While that claim is not correctly sourced in the document, there is a study that shows smartphones have an effect on course comprehension and well-being – but among college students rather than adolescents. Melissa DiMartino, the researcher and professor at New York Tech who published that study, said that even though she has not studied the effects of cellphones on adolescents, she thinks her findings would only be amplified in that population

“Their brains are still developing. They’re very malleable. And if you look at the research around smartphones, a lot of it is mirroring that of a substance addiction or any other type of addictive behavior,” she said.

She said the tricky part about actually studying adolescents, like the titles of the false studies from the state suggest, is that researchers must get permission from schools to research their students.

The department updated the document online on Friday, after multiple inquiries from the Alaska Beacon about the origin of the sources. The updated reference list replaced the citation of  a nonexistent article in the more-than-100-year-old Journal of Educational Psychology, with a  real article from the Malaysian Online Journal of Educational Technology.

Bishop said there was “nothing nefarious” at play with the mistakes and no discernable harm came from the incident.

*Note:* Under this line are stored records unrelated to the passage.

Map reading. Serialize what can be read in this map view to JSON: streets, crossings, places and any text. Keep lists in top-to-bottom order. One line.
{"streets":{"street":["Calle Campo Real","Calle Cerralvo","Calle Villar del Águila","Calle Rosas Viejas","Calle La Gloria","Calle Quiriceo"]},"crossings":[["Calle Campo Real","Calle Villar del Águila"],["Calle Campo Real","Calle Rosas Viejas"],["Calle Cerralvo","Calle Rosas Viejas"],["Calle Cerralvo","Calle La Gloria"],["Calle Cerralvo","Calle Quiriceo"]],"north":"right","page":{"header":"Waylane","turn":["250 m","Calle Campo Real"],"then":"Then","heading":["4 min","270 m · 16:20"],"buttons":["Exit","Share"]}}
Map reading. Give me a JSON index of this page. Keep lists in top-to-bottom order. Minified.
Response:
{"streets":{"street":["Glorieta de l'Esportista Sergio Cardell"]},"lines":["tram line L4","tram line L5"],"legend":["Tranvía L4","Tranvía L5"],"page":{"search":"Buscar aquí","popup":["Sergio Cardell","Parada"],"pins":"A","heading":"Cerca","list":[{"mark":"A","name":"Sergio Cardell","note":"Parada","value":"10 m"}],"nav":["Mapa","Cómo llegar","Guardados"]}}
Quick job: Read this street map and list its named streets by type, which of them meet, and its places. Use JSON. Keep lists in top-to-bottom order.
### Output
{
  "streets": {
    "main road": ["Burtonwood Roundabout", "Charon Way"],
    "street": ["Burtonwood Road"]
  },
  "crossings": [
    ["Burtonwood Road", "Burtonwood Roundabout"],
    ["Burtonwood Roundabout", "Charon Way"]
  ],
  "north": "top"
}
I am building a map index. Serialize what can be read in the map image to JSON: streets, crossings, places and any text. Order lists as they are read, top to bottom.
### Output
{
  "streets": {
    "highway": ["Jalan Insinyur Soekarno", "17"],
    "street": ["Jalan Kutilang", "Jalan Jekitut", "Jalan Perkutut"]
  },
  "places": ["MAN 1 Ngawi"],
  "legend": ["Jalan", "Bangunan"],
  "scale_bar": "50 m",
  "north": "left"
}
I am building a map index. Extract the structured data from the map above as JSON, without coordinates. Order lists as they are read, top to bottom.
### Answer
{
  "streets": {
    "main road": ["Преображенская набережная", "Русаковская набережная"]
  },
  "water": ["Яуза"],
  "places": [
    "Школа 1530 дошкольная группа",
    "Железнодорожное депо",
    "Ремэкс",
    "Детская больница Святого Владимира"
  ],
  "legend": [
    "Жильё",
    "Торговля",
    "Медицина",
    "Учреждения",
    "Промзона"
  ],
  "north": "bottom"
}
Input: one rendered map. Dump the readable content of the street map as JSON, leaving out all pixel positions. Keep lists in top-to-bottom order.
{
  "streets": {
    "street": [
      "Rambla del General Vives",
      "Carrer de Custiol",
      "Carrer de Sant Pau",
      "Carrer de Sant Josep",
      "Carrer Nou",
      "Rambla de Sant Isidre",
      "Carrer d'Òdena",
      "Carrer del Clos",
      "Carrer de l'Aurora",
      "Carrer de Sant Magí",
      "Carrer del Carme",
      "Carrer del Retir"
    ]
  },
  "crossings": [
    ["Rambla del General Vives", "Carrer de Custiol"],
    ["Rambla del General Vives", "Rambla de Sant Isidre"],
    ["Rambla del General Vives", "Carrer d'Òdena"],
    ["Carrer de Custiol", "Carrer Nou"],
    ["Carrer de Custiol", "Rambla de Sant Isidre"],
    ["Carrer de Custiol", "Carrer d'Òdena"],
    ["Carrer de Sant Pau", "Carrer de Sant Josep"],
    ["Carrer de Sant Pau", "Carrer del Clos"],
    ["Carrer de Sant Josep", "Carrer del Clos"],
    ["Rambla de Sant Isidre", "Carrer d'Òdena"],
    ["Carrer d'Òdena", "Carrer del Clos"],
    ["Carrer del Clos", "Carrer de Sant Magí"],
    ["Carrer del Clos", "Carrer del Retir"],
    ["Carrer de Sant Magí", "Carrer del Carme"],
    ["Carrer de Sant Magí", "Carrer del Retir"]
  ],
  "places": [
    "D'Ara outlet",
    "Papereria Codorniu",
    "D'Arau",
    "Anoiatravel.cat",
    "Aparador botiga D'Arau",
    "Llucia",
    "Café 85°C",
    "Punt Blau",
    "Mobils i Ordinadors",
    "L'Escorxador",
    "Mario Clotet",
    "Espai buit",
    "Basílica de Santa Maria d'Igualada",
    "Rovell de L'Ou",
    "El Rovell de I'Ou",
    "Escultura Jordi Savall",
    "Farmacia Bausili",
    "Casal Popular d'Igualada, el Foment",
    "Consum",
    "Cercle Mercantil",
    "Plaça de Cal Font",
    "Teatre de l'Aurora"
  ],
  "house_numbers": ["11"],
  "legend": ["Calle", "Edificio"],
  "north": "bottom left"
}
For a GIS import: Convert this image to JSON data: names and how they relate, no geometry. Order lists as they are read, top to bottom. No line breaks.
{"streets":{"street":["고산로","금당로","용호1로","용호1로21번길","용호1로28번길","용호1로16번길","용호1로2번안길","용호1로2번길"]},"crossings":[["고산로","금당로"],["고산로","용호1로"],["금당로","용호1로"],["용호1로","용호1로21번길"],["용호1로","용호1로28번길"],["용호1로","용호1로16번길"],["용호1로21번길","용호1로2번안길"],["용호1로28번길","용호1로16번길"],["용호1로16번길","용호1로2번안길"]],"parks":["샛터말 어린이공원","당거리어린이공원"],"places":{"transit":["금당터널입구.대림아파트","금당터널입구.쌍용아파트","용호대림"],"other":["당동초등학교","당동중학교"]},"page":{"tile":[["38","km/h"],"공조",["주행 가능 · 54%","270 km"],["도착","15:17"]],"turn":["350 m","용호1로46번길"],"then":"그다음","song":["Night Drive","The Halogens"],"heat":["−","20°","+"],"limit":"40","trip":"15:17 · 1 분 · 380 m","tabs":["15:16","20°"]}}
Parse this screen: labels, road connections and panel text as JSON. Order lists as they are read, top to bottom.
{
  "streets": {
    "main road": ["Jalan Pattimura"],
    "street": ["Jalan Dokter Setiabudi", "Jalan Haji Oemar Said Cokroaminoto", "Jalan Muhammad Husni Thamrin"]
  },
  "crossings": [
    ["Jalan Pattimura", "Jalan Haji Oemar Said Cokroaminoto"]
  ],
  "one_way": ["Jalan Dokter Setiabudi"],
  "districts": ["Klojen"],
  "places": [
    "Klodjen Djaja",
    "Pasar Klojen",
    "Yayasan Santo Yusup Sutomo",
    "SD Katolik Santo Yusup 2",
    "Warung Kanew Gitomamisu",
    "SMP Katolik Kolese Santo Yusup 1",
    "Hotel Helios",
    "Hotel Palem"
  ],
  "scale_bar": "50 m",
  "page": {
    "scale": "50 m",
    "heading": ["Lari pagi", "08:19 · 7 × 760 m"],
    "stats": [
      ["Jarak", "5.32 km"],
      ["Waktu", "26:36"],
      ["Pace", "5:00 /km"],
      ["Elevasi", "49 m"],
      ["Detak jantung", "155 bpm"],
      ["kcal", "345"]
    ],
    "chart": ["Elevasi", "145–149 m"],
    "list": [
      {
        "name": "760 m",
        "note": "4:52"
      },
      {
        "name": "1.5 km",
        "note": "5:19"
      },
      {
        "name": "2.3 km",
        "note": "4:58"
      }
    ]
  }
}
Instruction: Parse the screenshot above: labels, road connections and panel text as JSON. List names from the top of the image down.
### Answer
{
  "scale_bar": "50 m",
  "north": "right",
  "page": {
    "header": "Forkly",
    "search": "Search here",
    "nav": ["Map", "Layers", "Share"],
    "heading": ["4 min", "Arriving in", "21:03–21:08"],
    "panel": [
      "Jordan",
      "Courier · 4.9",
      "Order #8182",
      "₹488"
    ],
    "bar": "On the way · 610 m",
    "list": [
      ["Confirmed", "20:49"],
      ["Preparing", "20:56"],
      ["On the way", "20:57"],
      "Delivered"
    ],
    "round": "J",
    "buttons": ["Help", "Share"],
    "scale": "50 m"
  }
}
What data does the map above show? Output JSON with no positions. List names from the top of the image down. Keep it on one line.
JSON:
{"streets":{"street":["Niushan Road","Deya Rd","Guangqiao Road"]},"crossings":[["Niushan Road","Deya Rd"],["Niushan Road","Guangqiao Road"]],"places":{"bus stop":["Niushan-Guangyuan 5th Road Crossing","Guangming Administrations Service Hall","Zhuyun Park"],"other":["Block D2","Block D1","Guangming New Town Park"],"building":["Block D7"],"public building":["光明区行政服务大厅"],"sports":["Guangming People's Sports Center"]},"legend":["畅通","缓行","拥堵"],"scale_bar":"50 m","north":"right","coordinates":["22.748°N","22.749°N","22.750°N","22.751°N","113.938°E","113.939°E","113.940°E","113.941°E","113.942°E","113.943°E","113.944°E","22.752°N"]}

The false citations do point to how AI misinformation can influence state policy, however — especially if high-level state officials use the technology as a drafting shorthand that causes mistakes that end up in public documents and official resolutions.

The statement from the education department spokesperson suggests the use of such “placeholders” is not unusual in the department. This kind of mistake could easily be repeated if those placeholders are typically AI-generated content.

Pavlick, the AI expert, said that the situation points to broader reckonings with where people get their information and the circulation of misinformation.

“I think there’s also a real concern, especially when people in positions of authority use this, because of this kind of degrading of trust that’s already there, right?” she said. “Once it comes out a few times that information is fake, whether intentionally or not, then it becomes easy to dismiss anything as fake.”

In this example, scientific articles — long accepted forms of validating an argument with research, data and facts — are in question, which could undermine the degree to which they remain a trusted resource.

“I think for a lot of people, they think of AI as the substitute for search in the same way, because in some ways it feels similar. Like, they’re at their computer, they’re typing into a text box, and they’re getting these answers,” she said. 

She pointed to a legal case last year, where an attorney used an AI chatbot to write a filing. The chatbot cited fake cases that the lawyer then used in court, which led the judge to consider punishing the attorney. Pavlick said those errors there remind her of what happened in the DEED document.

She said it is concerning that the technology has become so widely used without a corresponding increase in public understanding of how it works. 

“I don’t know whose responsibility this really is — it probably falls more on us, the AI community, right, to educate better, because it’s kind of hard to fault people for not understanding, for not realizing that they need to treat this different than other other search tools, other technology,” she said.

She said boosting AI literacy is one way to avoid misuse of the technology, but there aren’t universally acknowledged best practices for how that should happen.

“I think a few examples of stuff like this, hopefully will escalate so that the whole country, the world, gets a little more interested in the outcomes of this,” she said.

Alaska Beacon editor’s note: This article has been updated to note that Zadalis wrote the resolution.

Route Fifty editor's note: This article's original headline was edited by Route Fifty.